*About this exercise*. Retype, exactly and only, each line from the one containing "Instruction: Describe the" to the end of the records below.
####
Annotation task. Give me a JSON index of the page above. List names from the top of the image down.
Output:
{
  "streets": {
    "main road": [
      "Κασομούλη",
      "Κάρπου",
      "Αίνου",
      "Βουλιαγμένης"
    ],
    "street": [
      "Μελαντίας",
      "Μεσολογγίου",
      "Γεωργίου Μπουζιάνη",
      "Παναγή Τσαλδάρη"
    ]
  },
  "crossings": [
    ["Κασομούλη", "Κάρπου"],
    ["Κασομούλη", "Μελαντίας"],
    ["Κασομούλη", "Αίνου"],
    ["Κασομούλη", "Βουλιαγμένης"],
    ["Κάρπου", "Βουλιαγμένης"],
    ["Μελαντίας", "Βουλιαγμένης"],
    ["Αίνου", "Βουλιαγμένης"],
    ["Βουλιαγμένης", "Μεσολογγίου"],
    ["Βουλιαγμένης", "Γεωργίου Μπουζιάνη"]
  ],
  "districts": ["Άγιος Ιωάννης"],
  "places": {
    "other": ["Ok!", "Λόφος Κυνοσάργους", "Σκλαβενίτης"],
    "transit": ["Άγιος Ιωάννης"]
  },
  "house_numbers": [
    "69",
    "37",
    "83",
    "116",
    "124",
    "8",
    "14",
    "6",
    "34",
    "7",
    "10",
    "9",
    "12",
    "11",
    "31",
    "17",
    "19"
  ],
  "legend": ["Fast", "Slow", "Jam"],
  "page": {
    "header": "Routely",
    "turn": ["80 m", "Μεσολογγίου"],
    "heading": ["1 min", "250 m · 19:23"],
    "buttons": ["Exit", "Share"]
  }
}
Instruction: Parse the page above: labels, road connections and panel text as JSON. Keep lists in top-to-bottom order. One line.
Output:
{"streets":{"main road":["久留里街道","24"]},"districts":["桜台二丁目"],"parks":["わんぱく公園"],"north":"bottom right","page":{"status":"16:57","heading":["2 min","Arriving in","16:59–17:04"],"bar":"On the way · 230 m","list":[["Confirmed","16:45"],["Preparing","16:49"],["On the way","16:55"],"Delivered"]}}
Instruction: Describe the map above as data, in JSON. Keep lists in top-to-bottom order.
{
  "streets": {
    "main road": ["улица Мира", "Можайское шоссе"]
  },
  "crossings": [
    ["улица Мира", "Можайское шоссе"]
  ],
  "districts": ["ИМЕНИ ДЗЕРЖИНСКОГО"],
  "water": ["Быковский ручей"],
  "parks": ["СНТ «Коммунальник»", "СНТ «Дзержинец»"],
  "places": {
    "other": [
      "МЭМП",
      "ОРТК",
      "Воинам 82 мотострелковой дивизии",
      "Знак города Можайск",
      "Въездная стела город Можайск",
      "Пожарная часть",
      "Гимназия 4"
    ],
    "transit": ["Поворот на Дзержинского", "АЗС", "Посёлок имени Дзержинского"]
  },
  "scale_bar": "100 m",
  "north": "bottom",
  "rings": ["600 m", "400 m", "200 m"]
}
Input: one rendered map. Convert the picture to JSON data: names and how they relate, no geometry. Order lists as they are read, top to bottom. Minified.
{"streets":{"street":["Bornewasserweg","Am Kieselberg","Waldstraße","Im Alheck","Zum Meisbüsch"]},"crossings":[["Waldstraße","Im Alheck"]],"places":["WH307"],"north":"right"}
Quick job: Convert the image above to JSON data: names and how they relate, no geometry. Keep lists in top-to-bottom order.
####
*Output of the exercise*.
Instruction: Describe the map above as data, in JSON. Keep lists in top-to-bottom order.
{
  "streets": {
    "main road": ["улица Мира", "Можайское шоссе"]
  },
  "crossings": [
    ["улица Мира", "Можайское шоссе"]
  ],
  "districts": ["ИМЕНИ ДЗЕРЖИНСКОГО"],
  "water": ["Быковский ручей"],
  "parks": ["СНТ «Коммунальник»", "СНТ «Дзержинец»"],
  "places": {
    "other": [
      "МЭМП",
      "ОРТК",
      "Воинам 82 мотострелковой дивизии",
      "Знак города Можайск",
      "Въездная стела город Можайск",
      "Пожарная часть",
      "Гимназия 4"
    ],
    "transit": ["Поворот на Дзержинского", "АЗС", "Посёлок имени Дзержинского"]
  },
  "scale_bar": "100 m",
  "north": "bottom",
  "rings": ["600 m", "400 m", "200 m"]
}
Input: one rendered map. Convert the picture to JSON data: names and how they relate, no geometry. Order lists as they are read, top to bottom. Minified.
{"streets":{"street":["Bornewasserweg","Am Kieselberg","Waldstraße","Im Alheck","Zum Meisbüsch"]},"crossings":[["Waldstraße","Im Alheck"]],"places":["WH307"],"north":"right"}
Quick job: Convert the image above to JSON data: names and how they relate, no geometry. Keep lists in top-to-bottom order.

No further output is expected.